Metadata Tables in Lakehouse

Keep in mind that the metadata tables built into a DataOS Lakehouse storage are accessible using slightly different syntax depending on the query engine you are using, either Minerva or Themis. As Minerva uses TrinoSQL, while Themis uses SparkSQL, this page will provide syntaxes for both.

history Metadata Table

The history table records the table’s evolution. Each of the four columns in this table provides unique insights into the table’s history.

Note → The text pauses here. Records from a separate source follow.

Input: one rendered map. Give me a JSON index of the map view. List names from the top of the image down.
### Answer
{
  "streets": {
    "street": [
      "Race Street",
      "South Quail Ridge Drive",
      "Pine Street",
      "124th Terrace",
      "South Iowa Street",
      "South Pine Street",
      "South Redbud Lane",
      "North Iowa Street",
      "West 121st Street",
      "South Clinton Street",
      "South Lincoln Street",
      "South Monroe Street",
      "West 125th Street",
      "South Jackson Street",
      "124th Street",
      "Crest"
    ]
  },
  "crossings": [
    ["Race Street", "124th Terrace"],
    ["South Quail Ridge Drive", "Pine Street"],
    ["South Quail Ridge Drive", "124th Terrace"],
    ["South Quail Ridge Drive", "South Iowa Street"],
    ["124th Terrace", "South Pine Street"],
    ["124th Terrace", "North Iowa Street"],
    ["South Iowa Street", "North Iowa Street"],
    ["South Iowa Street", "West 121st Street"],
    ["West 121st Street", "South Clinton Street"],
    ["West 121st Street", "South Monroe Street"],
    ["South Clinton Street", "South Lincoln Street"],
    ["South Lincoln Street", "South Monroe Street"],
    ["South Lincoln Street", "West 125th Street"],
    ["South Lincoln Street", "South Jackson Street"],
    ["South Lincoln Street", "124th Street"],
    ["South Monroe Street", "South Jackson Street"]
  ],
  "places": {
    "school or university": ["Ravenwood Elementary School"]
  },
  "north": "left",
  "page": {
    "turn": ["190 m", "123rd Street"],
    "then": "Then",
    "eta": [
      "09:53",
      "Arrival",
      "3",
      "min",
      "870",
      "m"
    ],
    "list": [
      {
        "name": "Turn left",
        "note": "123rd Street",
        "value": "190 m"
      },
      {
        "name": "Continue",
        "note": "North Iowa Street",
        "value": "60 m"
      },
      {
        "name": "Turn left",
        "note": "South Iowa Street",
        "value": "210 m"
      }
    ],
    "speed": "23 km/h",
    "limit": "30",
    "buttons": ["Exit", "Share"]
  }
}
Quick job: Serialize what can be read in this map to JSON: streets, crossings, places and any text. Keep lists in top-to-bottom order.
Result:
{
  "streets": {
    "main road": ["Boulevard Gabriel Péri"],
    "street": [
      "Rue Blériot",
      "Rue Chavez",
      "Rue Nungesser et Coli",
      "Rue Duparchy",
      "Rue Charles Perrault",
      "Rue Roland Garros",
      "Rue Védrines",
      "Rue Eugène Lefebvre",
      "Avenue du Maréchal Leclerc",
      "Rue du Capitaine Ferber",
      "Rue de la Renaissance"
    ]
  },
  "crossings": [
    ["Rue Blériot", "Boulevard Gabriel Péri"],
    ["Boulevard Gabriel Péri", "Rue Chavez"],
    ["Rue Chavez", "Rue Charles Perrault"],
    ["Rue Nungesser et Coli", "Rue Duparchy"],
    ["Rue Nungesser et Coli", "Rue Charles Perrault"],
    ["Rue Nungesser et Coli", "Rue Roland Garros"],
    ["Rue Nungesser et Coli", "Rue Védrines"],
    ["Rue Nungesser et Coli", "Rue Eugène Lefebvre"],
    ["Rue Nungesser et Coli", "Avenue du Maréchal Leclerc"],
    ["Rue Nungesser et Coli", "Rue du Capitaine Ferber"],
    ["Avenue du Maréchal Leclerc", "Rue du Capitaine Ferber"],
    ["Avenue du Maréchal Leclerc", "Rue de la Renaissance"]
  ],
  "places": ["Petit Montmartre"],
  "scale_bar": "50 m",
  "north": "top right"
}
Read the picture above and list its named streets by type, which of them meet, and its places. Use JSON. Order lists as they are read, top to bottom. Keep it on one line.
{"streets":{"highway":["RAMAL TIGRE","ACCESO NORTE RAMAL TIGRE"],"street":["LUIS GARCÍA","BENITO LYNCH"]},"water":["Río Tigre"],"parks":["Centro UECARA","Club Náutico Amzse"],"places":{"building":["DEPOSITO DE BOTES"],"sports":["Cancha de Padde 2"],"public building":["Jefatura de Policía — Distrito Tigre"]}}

Field Name Description Data Type Example Value
made_current_at Represents the exact timestamp when the corresponding snapshot was made the current snapshot. This gives us a precise temporal marker for when changes to the table were committed. timestamp with time zone 2024-01-11 09:21:23.949 UTC
snapshot_id This column serves as the unique identifier for each snapshot. This identifier enables us to track and reference specific snapshots within the table’s history. bigint 2399709541800220700
parent_id This column provides the unique ID of the parent snapshot of the current snapshot. This effectively maps out the lineage of each snapshot bigint or NULL 57819473453326215154
is_current_ancestor This column indicates whether a snapshot is an ancestor of the table’s current snapshot. This boolean value (true or false) helps identify snapshots that are part of the table’s state lineage and those invalidated from table rollbacks. boolean true

Schema of the history metadata table

You can use the history metadata table for data recovery and version control as well as to identify table rollbacks. With a snapshot ID, you can restore your data and minimize potential data loss. In case of any issues or errors, users can retrieve earlier versions of the data by referring to the snapshot history. You can just query the table to get the snapshot prior to the disaster you want to recover from.

In the following code snippet, we run a query to get the snapshot_id from all snapshots prior to March 24th, 2024, which we can use to rollback the table to a snapshot before any incident that occurred on that date.

SELECT snapshot_id
FROM icebase.retail."city$metadata_log_entries"
WHERE made_current_at < '2024-03-26 00:00:00'
ORDER BY made_current_at ASC

The data from this table can be used to identify a rollback of the table. This can be useful to identify when recovery actions have been taken when trying to build context for the table’s history.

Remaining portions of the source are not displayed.